On robust boundary treatments for wall-modeled LES with high-order discontinuous finite element methods

To robustly and accurately simulate wall-bounded turbulent flows at high Reynolds numbers, we propose suitable boundary treatments for wall-modeled large-eddy simulation (WMLES) coupled with a high-order flux reconstruction (FR) method. First, we show the need to impose an auxiliary boundary condition on auxiliary variables (solution gradients) that are commonly introduced in high-order discontinuous finite element methods (DFEMs). Auxiliary boundary conditions are introduced in WMLES, where the grid resolution is too coarse to resolve the inner layer of a turbulent boundary layer.
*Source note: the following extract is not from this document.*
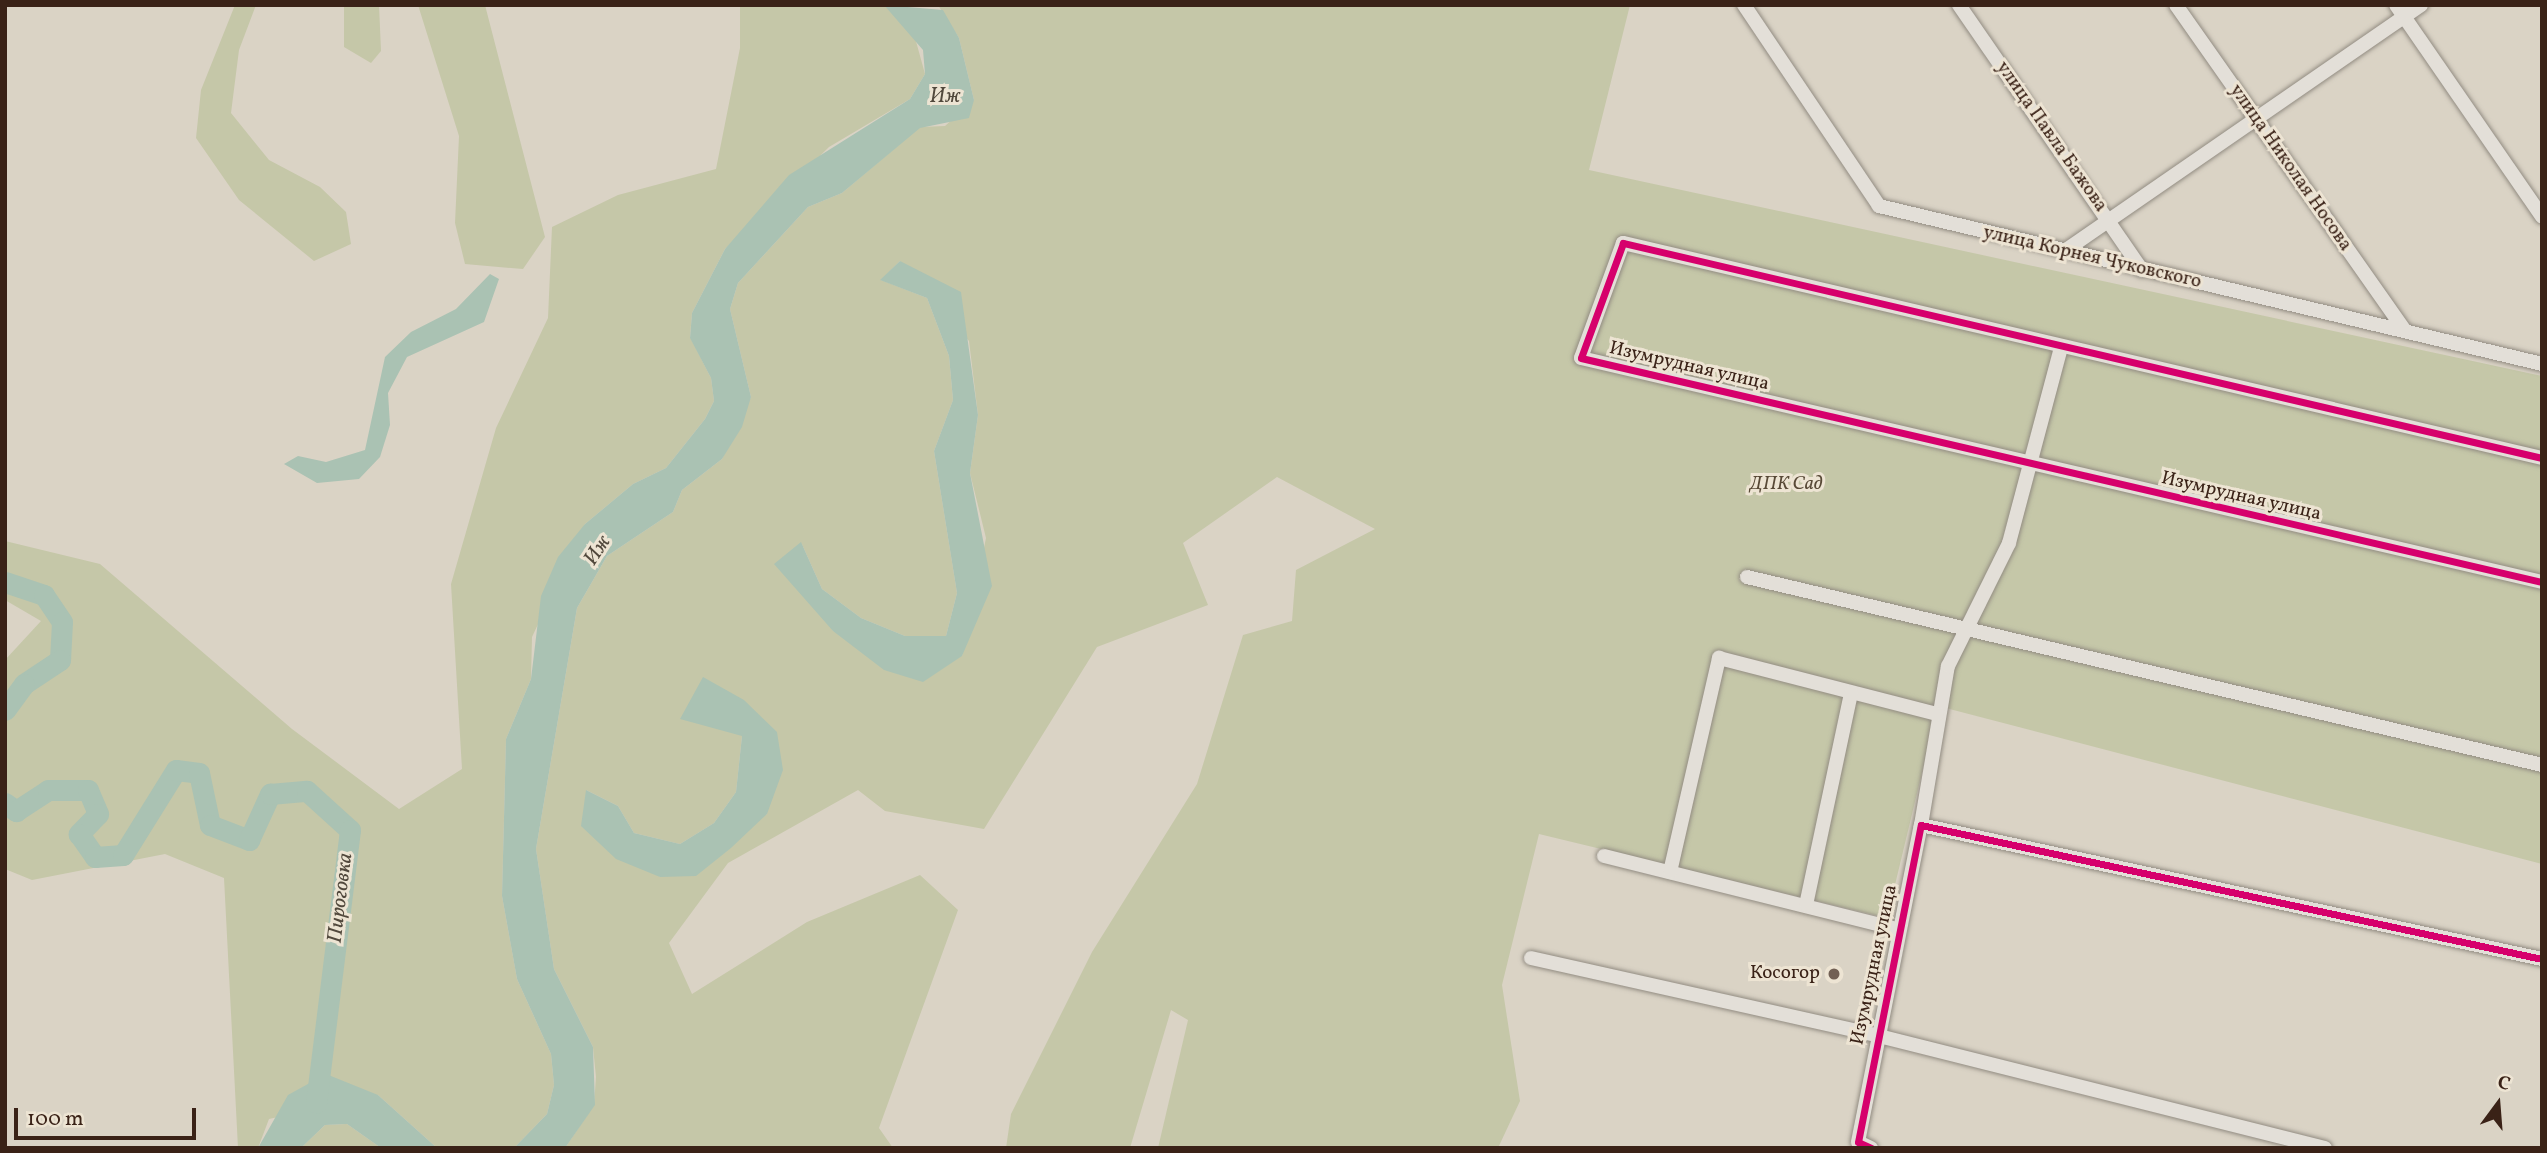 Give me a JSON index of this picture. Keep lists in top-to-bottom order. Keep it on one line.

Another boundary treatment to further enhance stability with under-resolved grids, is the use of a modal filter only in the wall-normal direction of wall-adjacent cells to remove the oscillations. A grid convergence study of turbulent channel flow with a high Reynolds number ($R{e}_{\tau }\approx 5200$) shows that the present WMLES framework accurately predicts velocity profiles, Reynolds shear stress, and skin friction coefficients at the grid resolutions recommended in the literature. It was confirmed that a small amount of filtering is sufficient to stabilize computation, with negligible influence on prediction accuracy. In addition, non-equilibrium periodic hill flow with a curved wall, including flow separation, reattachment, and acceleration at a high Reynolds number ($R{e}_h\approx 37,000$), is reported. Considering stability and the prediction accuracy, we recommend a loose auxiliary wall boundary conditions with a less steep velocity gradient for WMLES using high-order DFEMs.